The relationship between TILs, immunostimulators, MHC molecules, chemokines, and chemokine receptors and the expression and DNA methylation of ARHGAP30 in lung adenocarcinoma
The relationship between ARHGAP30 expression and TILs, immunostimulators, MHC molecules, chemokines, and chemokine receptors in LUAD
Figures 8A, 9A, 10A, 11A, 12A, respectively, show heat maps of the relationship between the abundance of TILs, immunostimulators, MHC molecules, chemokines, and chemokine receptors and the expression of ARHGAP30. These heatmaps were mostly red, indicating that most of the TILs, immunostimulators, MHC molecules, chemokines, and chemokine receptors correlated positively with the expression of ARHGAP30. Also, dark red areas indicated that some of them had a strong positive correlation with the expression of ARHGAP30.
Figure 8. The correlation between the abundance of tumor-infiltrating lymphocytes (TILs) and expression of ARHGAP30. (A) Heat map of the relationship between the abundance of TILs and ARHGAP30 expression. (B1–B28) Scatter plots showing the positive correlation between ARHGAP30 expression and TILs in the treatment of lung adenocarcinoma. Act_CD8, Activated CD8 T cell; Tcm_CD8, Central memory CD8 T cell; Tem_CD8, Effector memory CD8 T cell; Act_CD4, Activated CD4 T cell; Tcm_CD4, Central memory CD4 T cell; Tem_CD4, Effector memory CD4 T cell; Tgd, Gamma delta T cell; Tfh, T follicular helper cell; Th1, Type 1 T helper cell; Th17, Type 17 T helper cell; Th2, Type 2 T helper cell; Treg, Regulatory T cell; MDSC, Myeloid derived suppressor cell; Act_B, Activated B cell; Imm_B, Immature B cell; Mem_B, Memory B cell; NK, Natural killer cell; CD56brigh, CD56bright natural killer cell; CD56dim, CD56dim natural killer cell; NKT, Natural killer T cell; Act_DC, Activated dendritic cell; iDC, Immature dendritic cell; pDC, Plasmacytoid dendritic cell; Mast, Mast cell.

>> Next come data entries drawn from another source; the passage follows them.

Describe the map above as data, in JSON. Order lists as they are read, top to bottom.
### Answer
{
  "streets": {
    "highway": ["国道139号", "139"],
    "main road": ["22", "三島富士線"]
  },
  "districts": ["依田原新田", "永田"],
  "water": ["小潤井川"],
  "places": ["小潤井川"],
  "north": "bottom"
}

Figure 9. The correlation between the abundance of tumor-infiltrating lymphocytes (TILs) and the methylation of ARHGAP30. (A) Heat map of the relationship between the abundance of TILs abundance and ARHGAP30 DNA methylation. (B1–B39) Scatter plots showing the negative correlation between ARHGAP30 DNA methylation and TILs in the treatment of lung adenocarcinoma. Act_CD8, Activated CD8 T cell; Tcm_CD8, Central memory CD8 T cell; Tem_CD8, Effector memory CD8 T cell; Act_CD4, Activated CD4 T cell; Tcm_CD4, Central memory CD4 T cell; Tem_CD4, Effector memory CD4 T cell; Tgd, Gamma delta T cell; Tfh, T follicular helper cell; Th1, Type 1 T helper cell; Th17, Type 17 T helper cell; Th2, Type 2 T helper cell; Treg, Regulatory T cell; MDSC, Myeloid derived suppressor cell; Act_B, Activated B cell; Imm_B, Immature B cell; Mem_B, Memory B cell; NK, Natural killer cell; CD56brigh, CD56bright natural killer cell; CD56dim, CD56dim natural killer cell; NKT, Natural killer T cell; Act_DC, Activated dendritic cell; iDC, Immature dendritic cell; pDC, Plasmacytoid dendritic cell; Mast, Mast cell.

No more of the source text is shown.